**Instructions for the task:** Make an exact copy of the data below, leaving out every picture.

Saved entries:
════════════════════
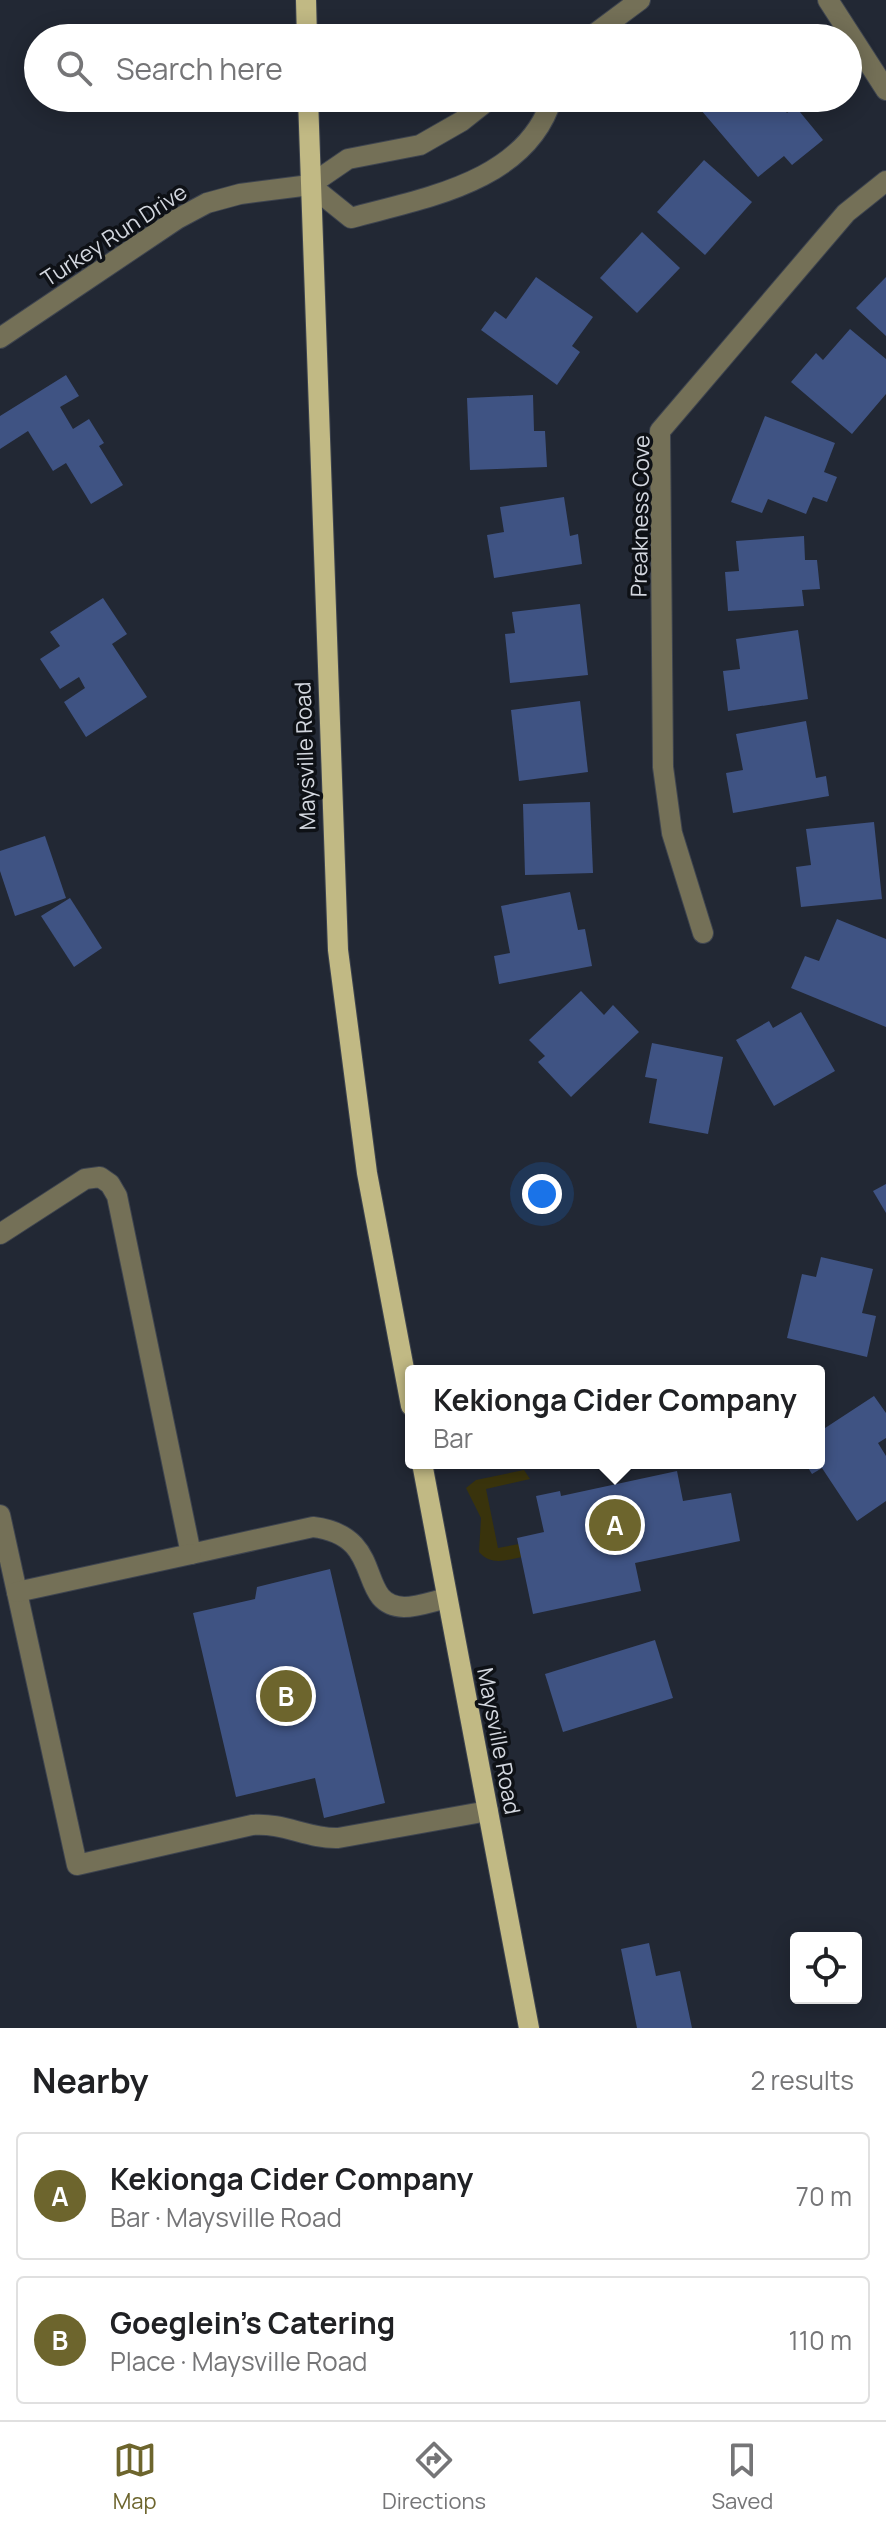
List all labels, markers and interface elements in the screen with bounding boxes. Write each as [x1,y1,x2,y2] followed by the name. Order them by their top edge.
[24,24,862,112] search box
[52,46,96,90] icon: search
[116,48,283,89] text: Search here
[35,177,193,293] street label: Turkey Run Drive
[624,435,656,597] street label: Preakness Cove
[287,681,323,831] street label: Maysville Road
[522,1174,562,1214] your location
[405,1365,825,1469] popup
[433,1379,797,1420] text: Kekionga Cider Company
[433,1420,473,1456] text: Bar
[589,1495,641,1555] pin: A
[470,1665,528,1817] street label: Maysville Road
[260,1666,312,1726] pin: B
[790,1932,862,2004] map controls
[790,1932,862,2004] button: locate
[32,2057,148,2103] text: Nearby
[750,2062,854,2098] text: 2 results
[110,2158,473,2199] text: Kekionga Cider Company
[51,2178,69,2214] text: A
[796,2178,852,2214] text: 70 m
[110,2199,342,2235] text: Bar · Maysville Road
[110,2302,395,2343] text: Goeglein's Catering
[52,2322,68,2358] text: B
[789,2322,852,2358] text: 110 m
[110,2343,368,2379] text: Place · Maysville Road
[113,2438,157,2516] tab: Map
[382,2438,486,2516] tab: Directions
[711,2438,773,2516] tab: Saved

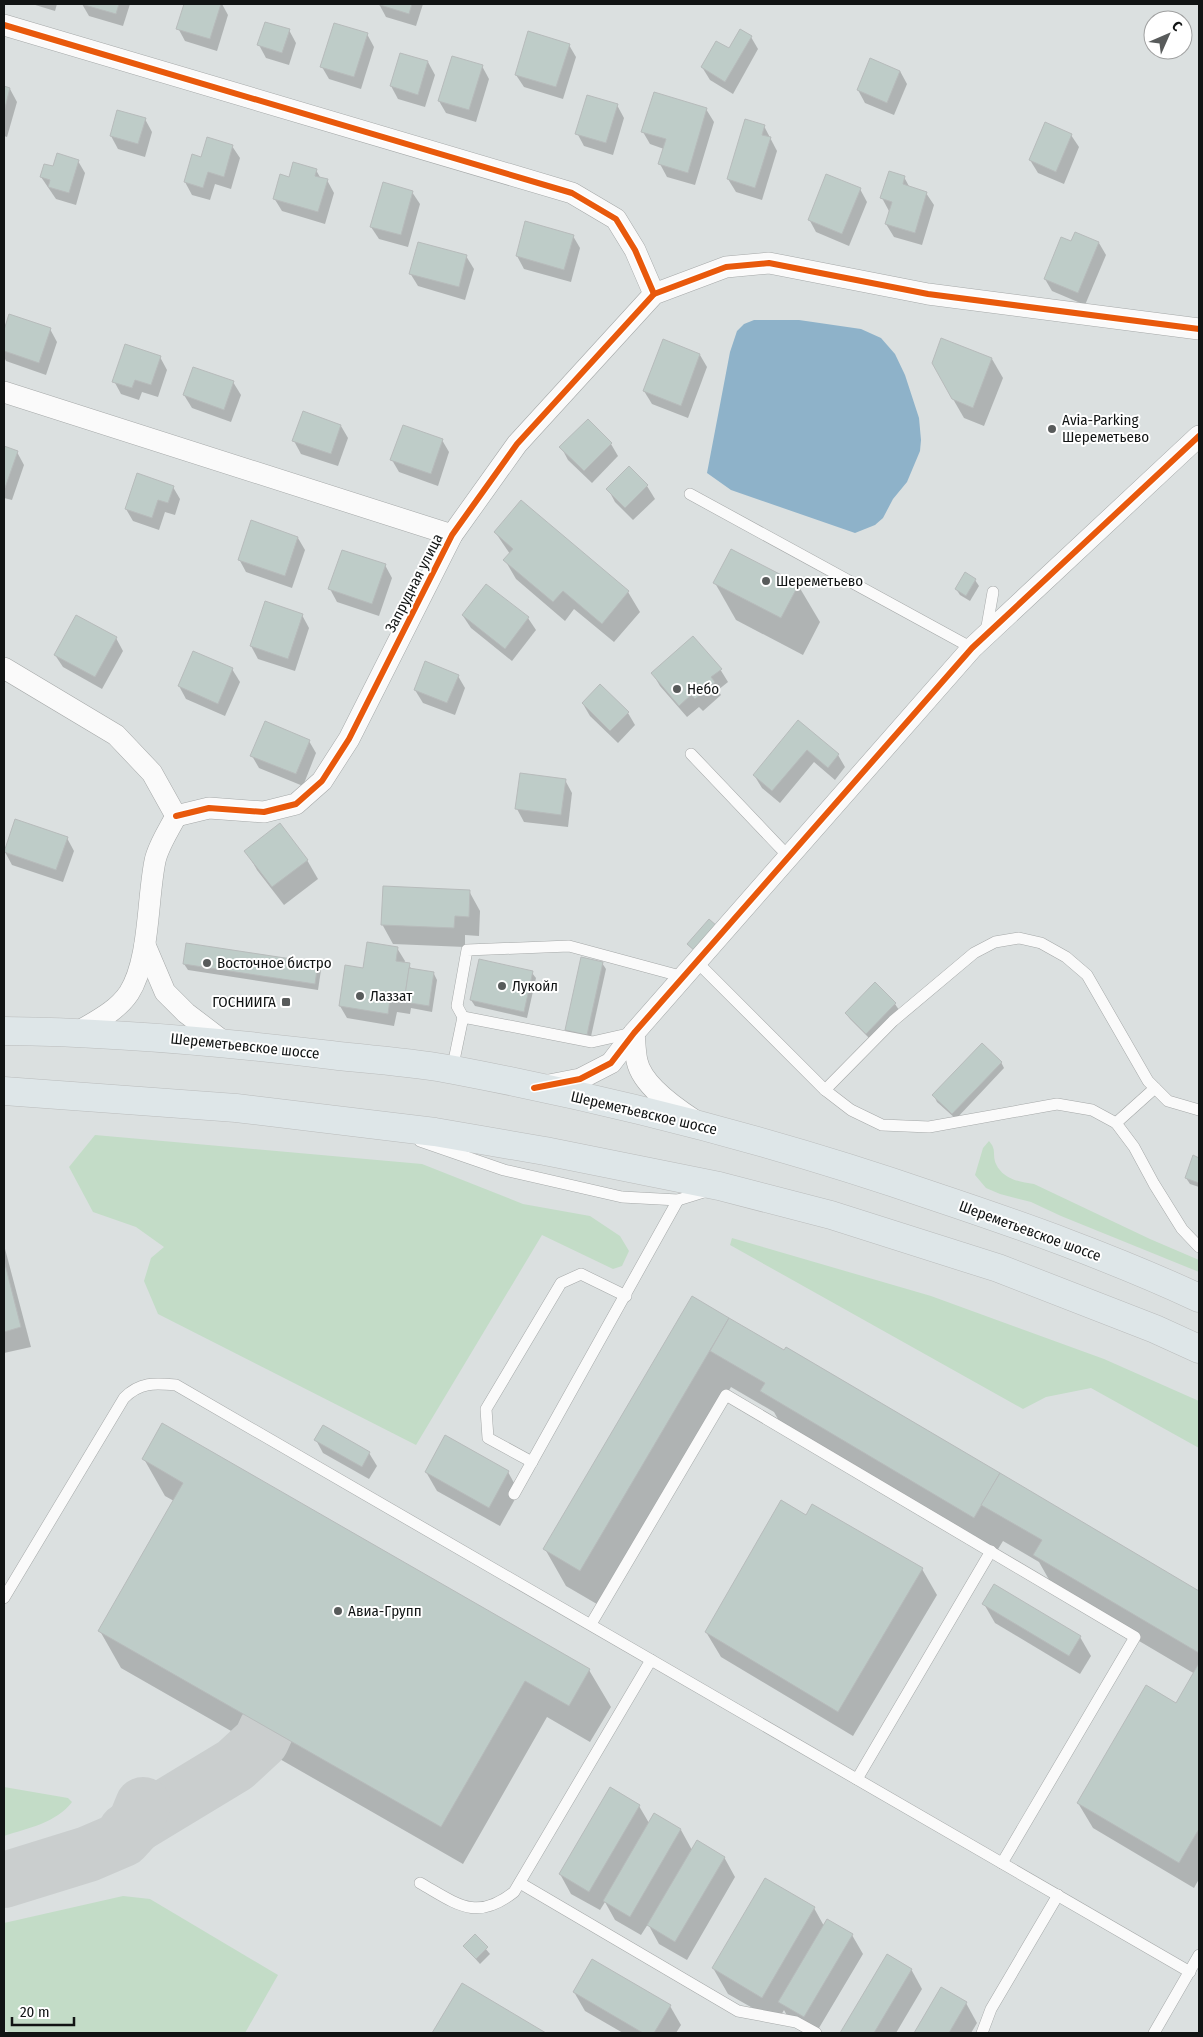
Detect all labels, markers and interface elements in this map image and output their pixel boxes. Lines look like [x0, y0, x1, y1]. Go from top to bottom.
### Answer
════════════════════
**Exercise result:**
List all labels, markers and interface elements in the screen with bounding boxes. Write each as [x1,y1,x2,y2] followed by the name. Order them by their top edge.
[24,24,862,112] search box
[52,46,96,90] icon: search
[116,48,283,89] text: Search here
[35,177,193,293] street label: Turkey Run Drive
[624,435,656,597] street label: Preakness Cove
[287,681,323,831] street label: Maysville Road
[522,1174,562,1214] your location
[405,1365,825,1469] popup
[433,1379,797,1420] text: Kekionga Cider Company
[433,1420,473,1456] text: Bar
[589,1495,641,1555] pin: A
[470,1665,528,1817] street label: Maysville Road
[260,1666,312,1726] pin: B
[790,1932,862,2004] map controls
[790,1932,862,2004] button: locate
[32,2057,148,2103] text: Nearby
[750,2062,854,2098] text: 2 results
[110,2158,473,2199] text: Kekionga Cider Company
[51,2178,69,2214] text: A
[796,2178,852,2214] text: 70 m
[110,2199,342,2235] text: Bar · Maysville Road
[110,2302,395,2343] text: Goeglein's Catering
[52,2322,68,2358] text: B
[789,2322,852,2358] text: 110 m
[110,2343,368,2379] text: Place · Maysville Road
[113,2438,157,2516] tab: Map
[382,2438,486,2516] tab: Directions
[711,2438,773,2516] tab: Saved

Detect all labels, markers and interface elements in this map image and output their pixel boxes. Lines look like [x0, y0, x1, y1]. Go from top to bottom.
### Answer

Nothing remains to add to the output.